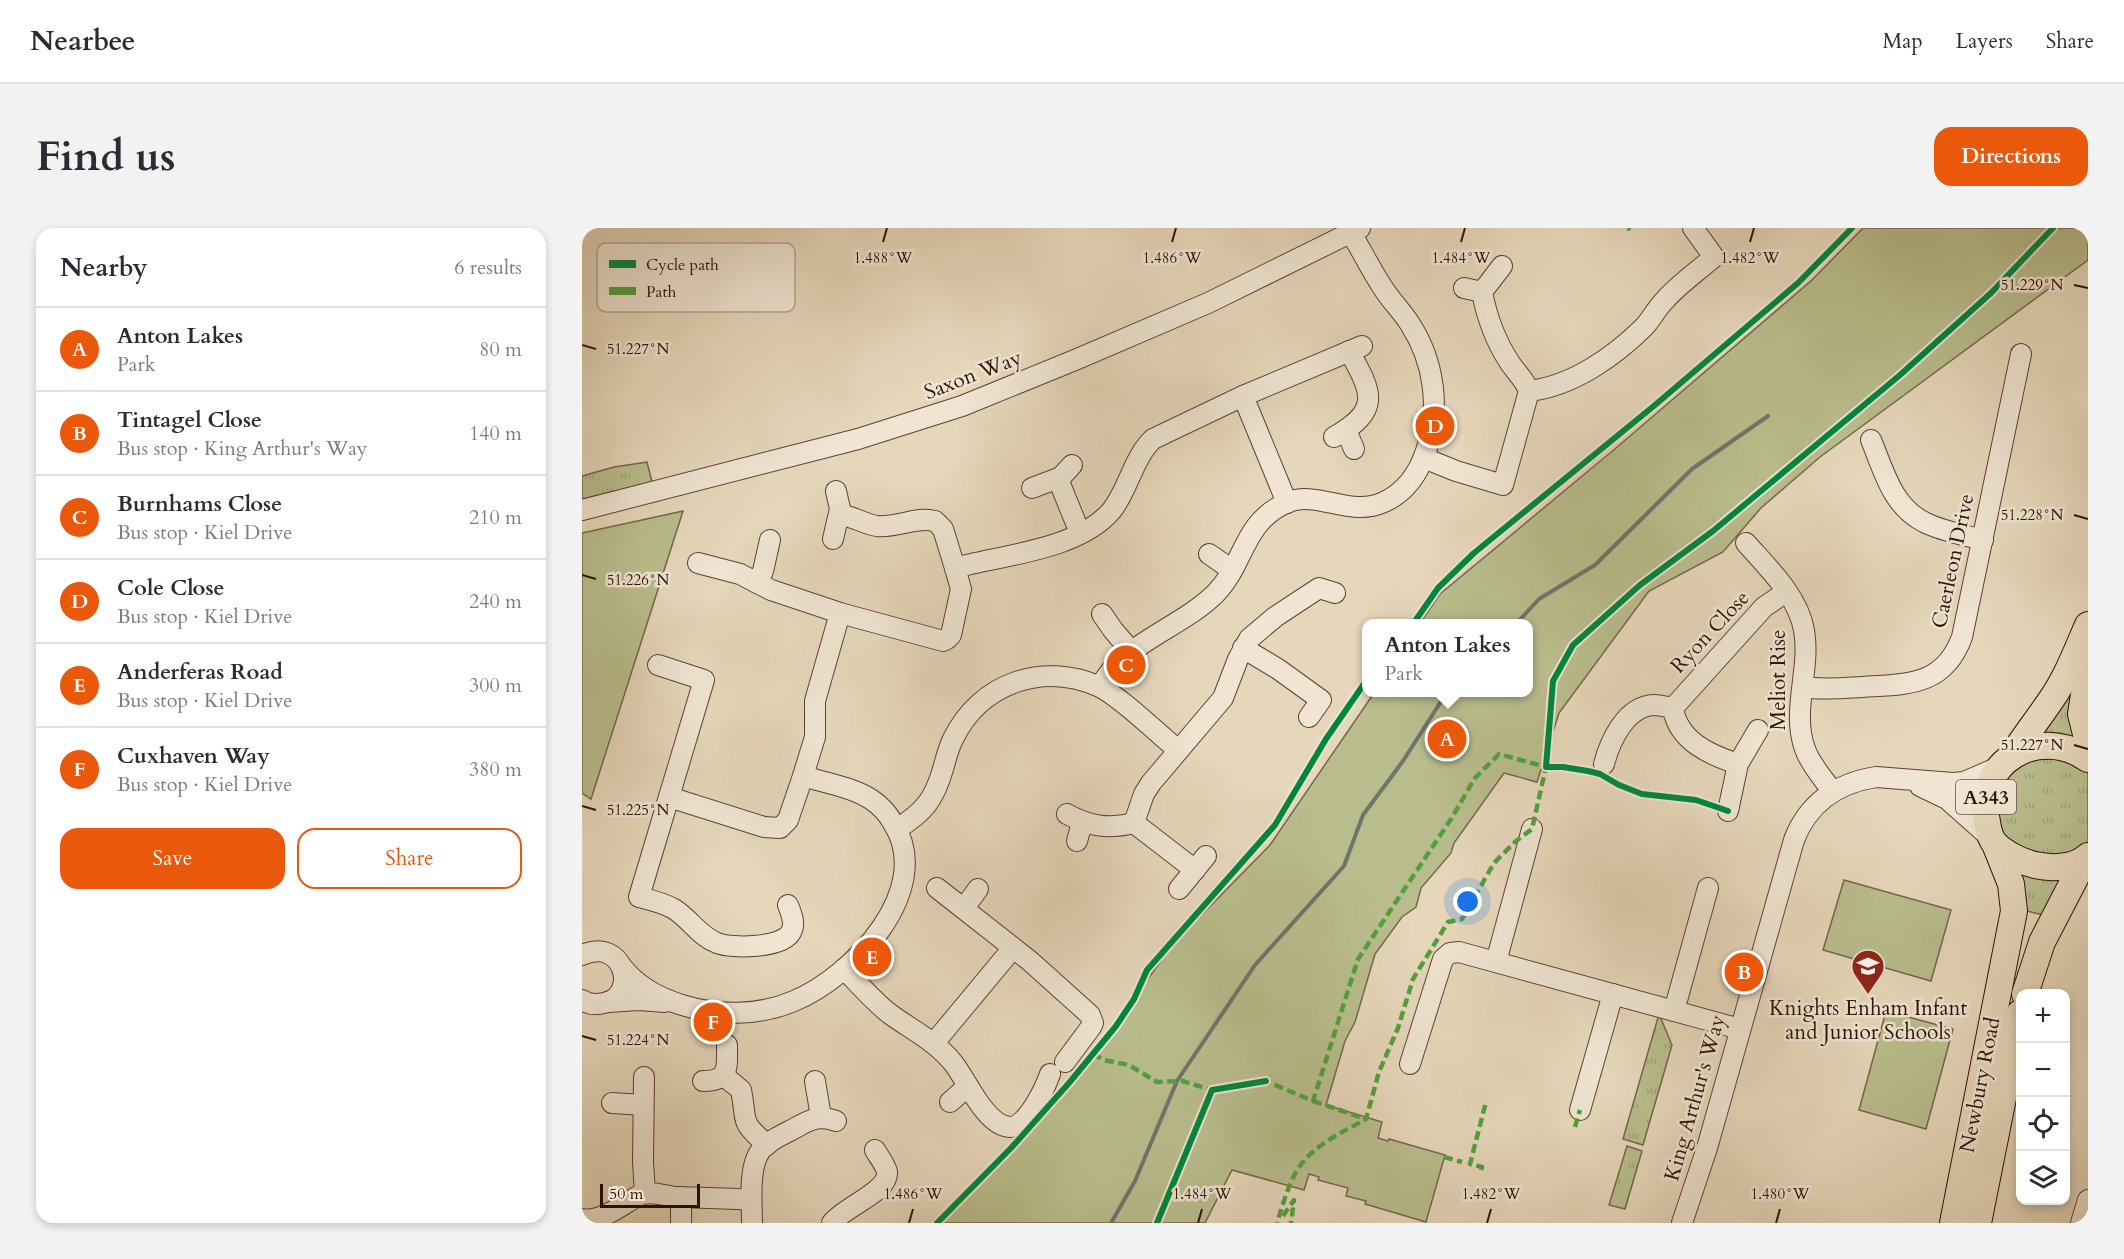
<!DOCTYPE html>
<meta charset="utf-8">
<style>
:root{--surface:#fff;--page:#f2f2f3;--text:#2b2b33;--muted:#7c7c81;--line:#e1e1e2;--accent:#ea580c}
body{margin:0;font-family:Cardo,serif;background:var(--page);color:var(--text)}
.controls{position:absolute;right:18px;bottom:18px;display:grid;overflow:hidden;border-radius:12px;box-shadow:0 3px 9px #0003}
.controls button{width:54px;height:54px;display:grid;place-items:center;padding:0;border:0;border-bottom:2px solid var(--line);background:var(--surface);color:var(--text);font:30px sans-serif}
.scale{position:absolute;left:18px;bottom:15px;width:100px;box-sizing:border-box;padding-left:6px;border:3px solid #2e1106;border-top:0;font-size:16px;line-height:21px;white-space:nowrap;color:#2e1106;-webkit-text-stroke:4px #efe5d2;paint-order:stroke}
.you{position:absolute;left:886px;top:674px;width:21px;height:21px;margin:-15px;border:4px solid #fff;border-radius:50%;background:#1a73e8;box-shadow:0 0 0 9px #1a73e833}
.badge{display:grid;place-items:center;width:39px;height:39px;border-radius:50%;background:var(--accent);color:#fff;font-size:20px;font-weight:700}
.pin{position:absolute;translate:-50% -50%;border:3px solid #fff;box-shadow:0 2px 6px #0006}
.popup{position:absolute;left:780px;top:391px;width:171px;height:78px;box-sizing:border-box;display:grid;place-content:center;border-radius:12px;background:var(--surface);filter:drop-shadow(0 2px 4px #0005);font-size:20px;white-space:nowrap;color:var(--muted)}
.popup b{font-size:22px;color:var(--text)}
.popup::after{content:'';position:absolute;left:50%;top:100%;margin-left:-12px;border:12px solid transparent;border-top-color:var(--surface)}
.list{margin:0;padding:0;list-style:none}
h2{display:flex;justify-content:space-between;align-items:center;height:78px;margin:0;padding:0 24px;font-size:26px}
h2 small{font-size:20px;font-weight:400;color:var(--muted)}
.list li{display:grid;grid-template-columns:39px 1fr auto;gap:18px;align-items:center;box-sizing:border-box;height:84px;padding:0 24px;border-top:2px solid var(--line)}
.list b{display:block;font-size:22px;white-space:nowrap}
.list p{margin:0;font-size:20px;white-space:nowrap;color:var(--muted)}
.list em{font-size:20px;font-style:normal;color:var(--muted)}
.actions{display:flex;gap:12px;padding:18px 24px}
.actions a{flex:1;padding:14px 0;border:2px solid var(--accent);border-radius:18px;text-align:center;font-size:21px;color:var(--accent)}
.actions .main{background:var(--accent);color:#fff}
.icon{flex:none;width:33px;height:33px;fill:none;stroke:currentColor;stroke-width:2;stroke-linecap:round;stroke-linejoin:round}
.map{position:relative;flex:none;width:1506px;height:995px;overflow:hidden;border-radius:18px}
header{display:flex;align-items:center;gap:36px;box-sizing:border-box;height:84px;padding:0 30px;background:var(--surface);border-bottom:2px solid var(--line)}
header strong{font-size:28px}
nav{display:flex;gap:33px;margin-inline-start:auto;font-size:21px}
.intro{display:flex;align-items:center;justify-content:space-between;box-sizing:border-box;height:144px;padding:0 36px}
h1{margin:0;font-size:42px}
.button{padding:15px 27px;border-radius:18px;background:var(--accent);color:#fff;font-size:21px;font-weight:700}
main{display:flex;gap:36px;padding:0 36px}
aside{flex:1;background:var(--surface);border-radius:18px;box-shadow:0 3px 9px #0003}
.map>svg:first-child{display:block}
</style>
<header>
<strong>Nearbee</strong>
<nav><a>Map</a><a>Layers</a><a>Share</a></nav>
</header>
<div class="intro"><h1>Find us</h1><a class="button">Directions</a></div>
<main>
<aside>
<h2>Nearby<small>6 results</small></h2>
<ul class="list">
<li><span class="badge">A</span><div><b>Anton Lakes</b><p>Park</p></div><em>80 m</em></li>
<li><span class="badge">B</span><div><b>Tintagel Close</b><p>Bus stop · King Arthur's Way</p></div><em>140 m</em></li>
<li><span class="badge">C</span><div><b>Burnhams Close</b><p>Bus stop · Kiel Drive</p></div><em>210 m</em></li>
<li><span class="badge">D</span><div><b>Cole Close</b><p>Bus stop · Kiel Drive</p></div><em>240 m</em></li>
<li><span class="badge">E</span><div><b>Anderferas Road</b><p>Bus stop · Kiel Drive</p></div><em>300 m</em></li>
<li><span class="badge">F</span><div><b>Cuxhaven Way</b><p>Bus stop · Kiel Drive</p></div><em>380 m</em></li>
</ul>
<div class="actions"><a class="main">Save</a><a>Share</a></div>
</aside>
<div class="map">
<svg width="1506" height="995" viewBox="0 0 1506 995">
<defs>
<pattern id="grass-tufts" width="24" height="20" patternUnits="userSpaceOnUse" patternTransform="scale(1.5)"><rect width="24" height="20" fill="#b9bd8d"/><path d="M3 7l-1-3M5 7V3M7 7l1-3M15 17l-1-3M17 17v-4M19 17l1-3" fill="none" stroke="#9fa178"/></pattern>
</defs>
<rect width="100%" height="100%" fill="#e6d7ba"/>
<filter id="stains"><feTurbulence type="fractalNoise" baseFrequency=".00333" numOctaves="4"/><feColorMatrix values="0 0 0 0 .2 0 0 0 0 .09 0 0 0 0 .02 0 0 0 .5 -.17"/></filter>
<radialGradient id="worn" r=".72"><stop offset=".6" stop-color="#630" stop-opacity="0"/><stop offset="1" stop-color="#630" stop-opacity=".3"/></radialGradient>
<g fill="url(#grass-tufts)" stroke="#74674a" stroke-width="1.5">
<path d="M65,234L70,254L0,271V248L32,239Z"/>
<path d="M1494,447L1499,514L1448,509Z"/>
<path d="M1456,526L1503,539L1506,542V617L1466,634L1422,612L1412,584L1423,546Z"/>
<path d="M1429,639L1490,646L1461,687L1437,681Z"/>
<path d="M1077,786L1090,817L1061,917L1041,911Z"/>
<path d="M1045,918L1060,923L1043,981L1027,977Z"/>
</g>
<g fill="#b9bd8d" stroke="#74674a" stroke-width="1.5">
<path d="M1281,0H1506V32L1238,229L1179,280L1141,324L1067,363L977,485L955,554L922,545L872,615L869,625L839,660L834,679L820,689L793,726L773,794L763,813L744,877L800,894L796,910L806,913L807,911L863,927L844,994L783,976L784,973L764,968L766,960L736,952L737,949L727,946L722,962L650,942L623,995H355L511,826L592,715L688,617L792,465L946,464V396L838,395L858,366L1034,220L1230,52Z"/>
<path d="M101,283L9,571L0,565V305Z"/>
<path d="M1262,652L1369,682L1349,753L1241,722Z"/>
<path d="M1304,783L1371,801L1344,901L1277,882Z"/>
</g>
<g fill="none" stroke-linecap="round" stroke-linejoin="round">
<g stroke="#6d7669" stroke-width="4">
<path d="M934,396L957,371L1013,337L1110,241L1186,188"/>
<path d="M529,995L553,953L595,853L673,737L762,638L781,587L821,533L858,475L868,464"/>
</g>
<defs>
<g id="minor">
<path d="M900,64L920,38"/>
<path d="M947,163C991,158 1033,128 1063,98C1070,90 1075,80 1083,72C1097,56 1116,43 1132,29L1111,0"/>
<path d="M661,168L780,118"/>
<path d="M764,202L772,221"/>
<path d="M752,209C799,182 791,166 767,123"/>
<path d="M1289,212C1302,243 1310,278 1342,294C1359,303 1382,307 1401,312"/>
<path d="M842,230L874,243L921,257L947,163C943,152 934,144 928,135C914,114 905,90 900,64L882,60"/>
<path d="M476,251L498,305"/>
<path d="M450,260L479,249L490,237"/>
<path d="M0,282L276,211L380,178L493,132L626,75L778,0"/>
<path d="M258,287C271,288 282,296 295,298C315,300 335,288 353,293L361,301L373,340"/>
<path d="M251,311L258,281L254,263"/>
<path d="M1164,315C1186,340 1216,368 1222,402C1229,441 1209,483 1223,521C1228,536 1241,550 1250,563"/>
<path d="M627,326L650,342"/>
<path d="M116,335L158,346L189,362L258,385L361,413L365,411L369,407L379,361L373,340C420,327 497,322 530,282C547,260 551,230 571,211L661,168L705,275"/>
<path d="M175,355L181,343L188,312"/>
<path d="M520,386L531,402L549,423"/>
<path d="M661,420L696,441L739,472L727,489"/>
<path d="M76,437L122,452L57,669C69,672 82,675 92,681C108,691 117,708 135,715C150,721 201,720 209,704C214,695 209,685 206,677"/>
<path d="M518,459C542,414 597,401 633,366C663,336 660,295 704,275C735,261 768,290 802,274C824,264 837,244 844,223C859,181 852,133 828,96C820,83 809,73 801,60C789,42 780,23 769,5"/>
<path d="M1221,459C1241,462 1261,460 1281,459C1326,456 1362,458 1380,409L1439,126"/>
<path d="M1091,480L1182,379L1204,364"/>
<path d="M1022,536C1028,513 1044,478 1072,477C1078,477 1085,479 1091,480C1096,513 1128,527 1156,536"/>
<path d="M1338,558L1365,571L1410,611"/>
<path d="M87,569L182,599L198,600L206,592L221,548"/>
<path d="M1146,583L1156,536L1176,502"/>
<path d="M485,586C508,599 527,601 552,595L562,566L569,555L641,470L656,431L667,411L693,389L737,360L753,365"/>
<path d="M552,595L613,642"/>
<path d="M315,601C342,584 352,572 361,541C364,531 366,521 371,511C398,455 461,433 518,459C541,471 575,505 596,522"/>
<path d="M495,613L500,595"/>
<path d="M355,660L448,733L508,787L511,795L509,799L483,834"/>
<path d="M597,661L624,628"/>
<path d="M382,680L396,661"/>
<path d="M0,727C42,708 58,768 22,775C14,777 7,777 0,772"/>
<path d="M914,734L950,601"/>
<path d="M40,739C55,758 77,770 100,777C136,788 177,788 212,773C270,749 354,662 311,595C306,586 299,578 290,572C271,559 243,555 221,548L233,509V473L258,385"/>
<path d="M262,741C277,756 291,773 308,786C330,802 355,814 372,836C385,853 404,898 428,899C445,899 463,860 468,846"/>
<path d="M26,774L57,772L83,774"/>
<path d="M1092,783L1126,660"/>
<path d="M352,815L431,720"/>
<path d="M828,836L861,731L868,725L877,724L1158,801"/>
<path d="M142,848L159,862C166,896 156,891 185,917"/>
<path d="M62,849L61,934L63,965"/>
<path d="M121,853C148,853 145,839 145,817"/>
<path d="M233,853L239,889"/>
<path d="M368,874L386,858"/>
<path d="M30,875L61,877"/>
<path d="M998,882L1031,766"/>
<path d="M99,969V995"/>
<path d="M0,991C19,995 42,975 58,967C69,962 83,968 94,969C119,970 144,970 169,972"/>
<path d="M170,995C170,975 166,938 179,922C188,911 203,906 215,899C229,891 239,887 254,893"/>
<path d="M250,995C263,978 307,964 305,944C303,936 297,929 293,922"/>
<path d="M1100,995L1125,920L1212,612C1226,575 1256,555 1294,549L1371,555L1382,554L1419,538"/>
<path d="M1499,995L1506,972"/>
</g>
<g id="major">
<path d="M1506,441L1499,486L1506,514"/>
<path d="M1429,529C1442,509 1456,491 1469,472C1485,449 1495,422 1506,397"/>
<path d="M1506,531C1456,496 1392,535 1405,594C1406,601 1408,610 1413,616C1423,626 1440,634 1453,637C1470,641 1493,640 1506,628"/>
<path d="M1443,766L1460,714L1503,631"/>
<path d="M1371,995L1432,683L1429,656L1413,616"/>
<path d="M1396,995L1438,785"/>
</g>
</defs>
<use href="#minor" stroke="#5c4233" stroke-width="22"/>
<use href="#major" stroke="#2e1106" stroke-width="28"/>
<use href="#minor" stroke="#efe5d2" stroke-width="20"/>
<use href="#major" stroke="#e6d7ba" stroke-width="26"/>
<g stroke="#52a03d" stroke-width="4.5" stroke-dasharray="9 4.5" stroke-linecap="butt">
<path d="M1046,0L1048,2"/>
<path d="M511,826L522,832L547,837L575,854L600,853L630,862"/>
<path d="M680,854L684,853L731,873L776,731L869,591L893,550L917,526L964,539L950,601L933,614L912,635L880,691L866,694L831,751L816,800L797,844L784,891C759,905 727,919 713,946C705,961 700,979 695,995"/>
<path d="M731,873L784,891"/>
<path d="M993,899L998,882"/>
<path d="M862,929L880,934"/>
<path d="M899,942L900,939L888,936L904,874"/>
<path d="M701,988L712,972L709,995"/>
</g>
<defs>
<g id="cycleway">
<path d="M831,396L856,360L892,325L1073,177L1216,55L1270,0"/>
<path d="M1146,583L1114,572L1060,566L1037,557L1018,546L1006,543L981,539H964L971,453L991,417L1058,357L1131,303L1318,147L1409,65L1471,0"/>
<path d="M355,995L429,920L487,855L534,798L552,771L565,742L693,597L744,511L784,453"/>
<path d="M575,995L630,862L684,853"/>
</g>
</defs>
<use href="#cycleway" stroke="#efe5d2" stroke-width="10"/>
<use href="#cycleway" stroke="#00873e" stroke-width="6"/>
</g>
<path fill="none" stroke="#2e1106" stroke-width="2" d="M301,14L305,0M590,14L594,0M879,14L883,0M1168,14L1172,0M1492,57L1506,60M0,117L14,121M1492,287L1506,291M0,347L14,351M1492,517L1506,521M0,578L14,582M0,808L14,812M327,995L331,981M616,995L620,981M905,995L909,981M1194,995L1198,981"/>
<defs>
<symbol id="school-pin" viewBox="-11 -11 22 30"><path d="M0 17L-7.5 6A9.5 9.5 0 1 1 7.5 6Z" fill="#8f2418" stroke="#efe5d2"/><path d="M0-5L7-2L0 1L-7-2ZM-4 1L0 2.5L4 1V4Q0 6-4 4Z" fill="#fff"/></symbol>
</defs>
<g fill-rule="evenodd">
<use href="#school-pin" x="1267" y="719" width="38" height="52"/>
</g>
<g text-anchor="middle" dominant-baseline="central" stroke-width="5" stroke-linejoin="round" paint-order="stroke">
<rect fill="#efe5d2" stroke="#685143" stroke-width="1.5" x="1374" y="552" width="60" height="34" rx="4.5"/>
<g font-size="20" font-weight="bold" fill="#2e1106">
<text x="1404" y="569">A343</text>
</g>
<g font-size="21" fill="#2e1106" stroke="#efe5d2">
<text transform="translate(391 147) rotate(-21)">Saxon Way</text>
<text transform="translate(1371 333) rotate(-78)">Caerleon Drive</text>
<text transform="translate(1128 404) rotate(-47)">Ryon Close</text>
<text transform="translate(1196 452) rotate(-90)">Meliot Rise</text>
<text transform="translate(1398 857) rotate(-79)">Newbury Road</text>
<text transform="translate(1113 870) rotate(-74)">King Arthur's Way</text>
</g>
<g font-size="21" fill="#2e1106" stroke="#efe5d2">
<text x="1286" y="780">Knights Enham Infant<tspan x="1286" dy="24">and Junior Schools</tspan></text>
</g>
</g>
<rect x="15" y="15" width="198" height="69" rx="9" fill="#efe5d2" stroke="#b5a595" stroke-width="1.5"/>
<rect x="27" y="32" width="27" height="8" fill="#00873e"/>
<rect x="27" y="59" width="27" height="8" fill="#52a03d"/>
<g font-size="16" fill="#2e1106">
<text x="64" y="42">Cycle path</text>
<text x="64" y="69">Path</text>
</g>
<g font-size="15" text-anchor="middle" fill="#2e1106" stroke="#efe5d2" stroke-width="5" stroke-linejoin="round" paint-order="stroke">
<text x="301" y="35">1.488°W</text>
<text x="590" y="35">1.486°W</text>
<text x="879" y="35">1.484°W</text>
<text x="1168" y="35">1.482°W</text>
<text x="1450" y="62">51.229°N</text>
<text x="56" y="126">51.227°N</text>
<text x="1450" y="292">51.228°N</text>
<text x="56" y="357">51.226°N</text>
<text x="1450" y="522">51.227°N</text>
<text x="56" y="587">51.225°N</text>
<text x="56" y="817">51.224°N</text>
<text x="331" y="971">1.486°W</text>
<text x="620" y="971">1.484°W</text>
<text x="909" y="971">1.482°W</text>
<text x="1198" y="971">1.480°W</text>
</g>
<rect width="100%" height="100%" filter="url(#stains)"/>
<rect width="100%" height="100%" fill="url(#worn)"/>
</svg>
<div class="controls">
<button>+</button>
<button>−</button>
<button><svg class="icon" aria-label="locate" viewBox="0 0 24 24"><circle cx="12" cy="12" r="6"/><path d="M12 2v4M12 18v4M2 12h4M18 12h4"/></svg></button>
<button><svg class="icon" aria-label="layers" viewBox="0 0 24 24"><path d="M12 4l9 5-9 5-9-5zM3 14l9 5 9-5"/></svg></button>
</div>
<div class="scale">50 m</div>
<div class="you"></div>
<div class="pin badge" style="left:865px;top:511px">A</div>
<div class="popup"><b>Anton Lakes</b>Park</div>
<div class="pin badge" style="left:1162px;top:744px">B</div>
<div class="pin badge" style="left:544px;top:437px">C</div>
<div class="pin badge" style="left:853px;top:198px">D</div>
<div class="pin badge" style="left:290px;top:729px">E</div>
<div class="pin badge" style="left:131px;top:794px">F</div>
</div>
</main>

**Work task**
For the string "list", return every line of the data where it appears.

**Solution to the problem**
.list{margin:0;padding:0;list-style:none}
.list li{display:grid;grid-template-columns:39px 1fr auto;gap:18px;align-items:center;box-sizing:border-box;height:84px;padding:0 24px;border-top:2px solid var(--line)}
.list b{display:block;font-size:22px;white-space:nowrap}
.list p{margin:0;font-size:20px;white-space:nowrap;color:var(--muted)}
.list em{font-size:20px;font-style:normal;color:var(--muted)}
<ul class="list">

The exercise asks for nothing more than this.